Maiya: Utilities are actively moving away from fossil fuels.
A new battery storage system will soon be built on the site of the demolished coal plant, and it'll be the largest standalone energy storage site in the Great Lakes region.
Coal plants are being demolished all over the U.S. ♪ [music] And this trend is happening across much of the world.
[music] Hannah: There is a reasonable chance that either this year or within the next few years, global coal use will peak.
Maiya: On our current path, the world is likely to double the warming we've already experienced, and that's pretty terrifying, because as the world warms, every fraction of a degree matters.
But I think we should be encouraged by the progress we've made in the last decade.
For all of human history, producing energy has been synonymous with burning stuff-- campfires for cooking, burning coal in the early days in the Industrial Revolution, burning oil and gasoline in our gas tanks.
And so what we're talking about when we're talking about a clean energy transition is fundamentally moving away from that toward a world of producing electricity without burning stuff.
Maiya: Solar really transformed what our energy future could look like and has really defied all expectations.
So the International Energy Agency publishes yearly forecasts of what solar uptake will be, and they've been historically exceedingly bad at predicting this.
This is another reason that all of the climate doom people are feeling makes sense.
Every year, the world's foremost energy authority told us that solar adoption would plateau, real-world adoption would jump, and, again, they would project a flat line, but it didn't plateau.

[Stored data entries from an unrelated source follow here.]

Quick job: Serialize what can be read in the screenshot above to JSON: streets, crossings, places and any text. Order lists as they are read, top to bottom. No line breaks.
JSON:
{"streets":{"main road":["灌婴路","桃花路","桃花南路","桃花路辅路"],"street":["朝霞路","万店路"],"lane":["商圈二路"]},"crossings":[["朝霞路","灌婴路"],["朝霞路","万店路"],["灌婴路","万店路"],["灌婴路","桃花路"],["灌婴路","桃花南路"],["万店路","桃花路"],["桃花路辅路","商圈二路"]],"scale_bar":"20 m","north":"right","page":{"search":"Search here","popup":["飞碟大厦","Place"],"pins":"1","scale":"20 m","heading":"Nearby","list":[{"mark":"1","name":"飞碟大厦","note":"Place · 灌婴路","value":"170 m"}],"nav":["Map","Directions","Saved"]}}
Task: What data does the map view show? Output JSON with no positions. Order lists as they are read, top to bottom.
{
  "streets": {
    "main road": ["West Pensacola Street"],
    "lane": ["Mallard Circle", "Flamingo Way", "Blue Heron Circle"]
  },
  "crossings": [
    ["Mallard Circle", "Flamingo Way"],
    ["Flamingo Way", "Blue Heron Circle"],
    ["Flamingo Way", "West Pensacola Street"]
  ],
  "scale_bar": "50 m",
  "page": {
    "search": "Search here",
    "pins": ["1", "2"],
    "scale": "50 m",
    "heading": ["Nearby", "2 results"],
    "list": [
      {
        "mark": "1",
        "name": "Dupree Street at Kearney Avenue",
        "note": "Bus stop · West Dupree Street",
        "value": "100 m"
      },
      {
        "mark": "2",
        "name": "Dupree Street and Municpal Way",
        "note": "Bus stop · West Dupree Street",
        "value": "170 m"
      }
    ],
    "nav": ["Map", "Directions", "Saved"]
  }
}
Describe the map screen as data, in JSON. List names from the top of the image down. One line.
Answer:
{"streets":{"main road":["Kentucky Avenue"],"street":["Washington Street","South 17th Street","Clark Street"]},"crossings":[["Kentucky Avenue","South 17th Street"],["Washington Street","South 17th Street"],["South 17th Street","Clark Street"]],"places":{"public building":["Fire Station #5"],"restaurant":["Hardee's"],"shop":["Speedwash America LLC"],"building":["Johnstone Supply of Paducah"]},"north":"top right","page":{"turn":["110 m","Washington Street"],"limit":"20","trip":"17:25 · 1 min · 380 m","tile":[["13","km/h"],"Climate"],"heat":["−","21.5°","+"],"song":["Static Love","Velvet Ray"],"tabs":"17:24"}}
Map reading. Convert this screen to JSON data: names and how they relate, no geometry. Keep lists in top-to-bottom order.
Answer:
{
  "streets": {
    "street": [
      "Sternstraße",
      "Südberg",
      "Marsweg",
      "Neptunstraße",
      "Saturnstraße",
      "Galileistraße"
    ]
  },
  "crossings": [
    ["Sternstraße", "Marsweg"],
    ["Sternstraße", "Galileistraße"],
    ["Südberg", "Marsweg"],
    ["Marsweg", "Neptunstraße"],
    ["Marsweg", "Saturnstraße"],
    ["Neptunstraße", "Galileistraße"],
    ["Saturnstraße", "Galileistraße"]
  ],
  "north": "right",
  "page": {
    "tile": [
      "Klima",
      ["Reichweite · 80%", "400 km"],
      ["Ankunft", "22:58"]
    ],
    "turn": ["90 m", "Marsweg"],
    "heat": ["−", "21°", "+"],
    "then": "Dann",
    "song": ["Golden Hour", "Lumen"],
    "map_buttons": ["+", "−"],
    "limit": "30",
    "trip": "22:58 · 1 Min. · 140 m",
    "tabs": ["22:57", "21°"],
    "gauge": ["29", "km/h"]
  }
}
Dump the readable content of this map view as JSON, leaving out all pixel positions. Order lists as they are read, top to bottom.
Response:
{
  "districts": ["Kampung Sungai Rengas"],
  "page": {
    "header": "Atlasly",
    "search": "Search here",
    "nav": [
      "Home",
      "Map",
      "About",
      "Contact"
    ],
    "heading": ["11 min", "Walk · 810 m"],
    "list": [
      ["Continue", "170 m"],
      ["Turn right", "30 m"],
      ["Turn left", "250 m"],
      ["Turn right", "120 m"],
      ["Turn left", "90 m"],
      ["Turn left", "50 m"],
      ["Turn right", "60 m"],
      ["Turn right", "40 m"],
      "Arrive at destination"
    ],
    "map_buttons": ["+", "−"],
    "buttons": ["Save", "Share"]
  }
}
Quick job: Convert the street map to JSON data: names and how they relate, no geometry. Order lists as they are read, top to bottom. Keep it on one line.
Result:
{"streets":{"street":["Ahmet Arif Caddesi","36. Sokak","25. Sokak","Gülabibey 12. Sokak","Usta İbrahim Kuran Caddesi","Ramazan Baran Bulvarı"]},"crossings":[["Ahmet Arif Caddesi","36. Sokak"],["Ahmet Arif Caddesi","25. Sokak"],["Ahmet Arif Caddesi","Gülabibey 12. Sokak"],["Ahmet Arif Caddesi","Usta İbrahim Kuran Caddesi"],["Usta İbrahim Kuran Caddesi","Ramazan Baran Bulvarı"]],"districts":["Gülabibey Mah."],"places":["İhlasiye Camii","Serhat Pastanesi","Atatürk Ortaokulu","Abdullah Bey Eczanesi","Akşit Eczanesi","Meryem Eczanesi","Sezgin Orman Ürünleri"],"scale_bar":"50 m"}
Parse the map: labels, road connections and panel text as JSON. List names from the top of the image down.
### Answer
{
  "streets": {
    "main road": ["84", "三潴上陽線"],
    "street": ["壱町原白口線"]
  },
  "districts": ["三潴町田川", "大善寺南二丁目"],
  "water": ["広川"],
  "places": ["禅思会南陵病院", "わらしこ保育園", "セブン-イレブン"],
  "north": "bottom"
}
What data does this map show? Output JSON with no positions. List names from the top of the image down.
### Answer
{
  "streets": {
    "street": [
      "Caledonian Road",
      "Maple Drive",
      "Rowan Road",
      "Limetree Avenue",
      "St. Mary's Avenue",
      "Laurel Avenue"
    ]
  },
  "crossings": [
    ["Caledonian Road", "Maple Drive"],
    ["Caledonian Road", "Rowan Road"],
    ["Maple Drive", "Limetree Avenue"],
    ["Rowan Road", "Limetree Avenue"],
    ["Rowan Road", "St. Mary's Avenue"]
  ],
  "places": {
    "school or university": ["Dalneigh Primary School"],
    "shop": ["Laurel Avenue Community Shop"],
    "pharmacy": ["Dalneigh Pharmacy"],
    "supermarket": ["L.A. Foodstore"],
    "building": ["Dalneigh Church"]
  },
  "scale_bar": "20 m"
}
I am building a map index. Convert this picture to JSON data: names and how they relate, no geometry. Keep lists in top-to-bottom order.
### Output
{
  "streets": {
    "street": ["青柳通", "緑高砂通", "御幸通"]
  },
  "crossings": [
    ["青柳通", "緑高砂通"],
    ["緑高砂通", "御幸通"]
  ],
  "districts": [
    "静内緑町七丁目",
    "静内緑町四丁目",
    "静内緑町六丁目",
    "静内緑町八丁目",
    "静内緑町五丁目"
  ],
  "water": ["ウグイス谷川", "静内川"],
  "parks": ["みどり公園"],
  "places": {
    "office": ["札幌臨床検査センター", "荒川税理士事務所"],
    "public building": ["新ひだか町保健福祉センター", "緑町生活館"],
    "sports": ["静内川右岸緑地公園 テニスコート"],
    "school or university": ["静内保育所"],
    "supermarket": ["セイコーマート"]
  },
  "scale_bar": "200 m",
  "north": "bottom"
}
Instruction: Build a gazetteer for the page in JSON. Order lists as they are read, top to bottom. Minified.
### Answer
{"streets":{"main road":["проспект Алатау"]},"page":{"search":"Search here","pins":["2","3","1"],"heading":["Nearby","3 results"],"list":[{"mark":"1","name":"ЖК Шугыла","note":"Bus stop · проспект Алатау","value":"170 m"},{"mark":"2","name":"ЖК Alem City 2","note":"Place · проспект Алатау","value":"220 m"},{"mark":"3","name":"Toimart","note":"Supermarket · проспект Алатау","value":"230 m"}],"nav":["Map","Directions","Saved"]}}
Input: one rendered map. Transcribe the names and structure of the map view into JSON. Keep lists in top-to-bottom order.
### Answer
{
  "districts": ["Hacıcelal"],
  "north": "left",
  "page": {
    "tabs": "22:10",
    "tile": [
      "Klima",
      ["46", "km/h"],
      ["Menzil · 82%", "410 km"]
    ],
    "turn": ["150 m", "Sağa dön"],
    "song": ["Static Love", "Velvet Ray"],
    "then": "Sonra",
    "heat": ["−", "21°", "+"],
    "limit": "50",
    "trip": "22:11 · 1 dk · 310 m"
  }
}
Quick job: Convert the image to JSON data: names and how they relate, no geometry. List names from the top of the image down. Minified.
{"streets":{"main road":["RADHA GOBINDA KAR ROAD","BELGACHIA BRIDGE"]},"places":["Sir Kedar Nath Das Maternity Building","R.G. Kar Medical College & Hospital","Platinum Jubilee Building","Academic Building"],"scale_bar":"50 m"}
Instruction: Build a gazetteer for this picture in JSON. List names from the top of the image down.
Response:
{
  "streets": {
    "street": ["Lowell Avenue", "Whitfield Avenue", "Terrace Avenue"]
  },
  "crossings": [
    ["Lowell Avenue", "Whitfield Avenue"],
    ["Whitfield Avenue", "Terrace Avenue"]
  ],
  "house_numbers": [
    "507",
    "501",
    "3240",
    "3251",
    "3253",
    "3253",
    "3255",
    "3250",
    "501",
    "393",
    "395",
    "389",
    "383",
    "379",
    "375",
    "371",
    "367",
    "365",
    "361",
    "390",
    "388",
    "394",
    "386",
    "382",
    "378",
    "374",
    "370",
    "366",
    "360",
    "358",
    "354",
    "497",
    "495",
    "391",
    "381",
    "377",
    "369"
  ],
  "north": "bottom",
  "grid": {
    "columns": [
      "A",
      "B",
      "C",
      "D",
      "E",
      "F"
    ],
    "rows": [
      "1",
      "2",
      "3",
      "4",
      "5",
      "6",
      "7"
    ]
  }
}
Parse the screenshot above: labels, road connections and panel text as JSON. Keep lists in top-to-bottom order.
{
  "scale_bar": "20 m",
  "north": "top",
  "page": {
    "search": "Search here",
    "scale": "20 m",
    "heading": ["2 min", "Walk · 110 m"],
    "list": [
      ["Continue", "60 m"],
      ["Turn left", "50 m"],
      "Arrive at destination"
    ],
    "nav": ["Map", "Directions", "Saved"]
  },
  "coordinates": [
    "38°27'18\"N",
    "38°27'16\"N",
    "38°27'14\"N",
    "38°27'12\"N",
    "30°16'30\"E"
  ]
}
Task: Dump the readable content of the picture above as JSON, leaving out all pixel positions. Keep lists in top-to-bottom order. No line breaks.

Solar adoption has increased exponentially, and the reason for this growth can be explained by something called the learning rate.
For solar, the learning rate is 20%.
So if you double the amount of solar panel globally installed, that means that solar panels become 20% cheaper.
And that happens each doubling.
The declining cost for every doubling of capacity has happened for 40 years.
Maiya: It's so widely accepted that humans don't easily identify this type of change that there is a name for this idea, the exponential growth bias.
Hannah: They've vastly underestimated how quickly the prices would fall, and they've vastly underestimated how quickly these technologies could be deployed.
Solar has fallen by around 90%, onshore wind by around 70%, batteries by around 90%, such that they're now undercutting the cost of fossil fuels.
And now they are so cheap that even people who don't care about climate change as an issue are going to be adopting clean energy because it is cheaper than coal.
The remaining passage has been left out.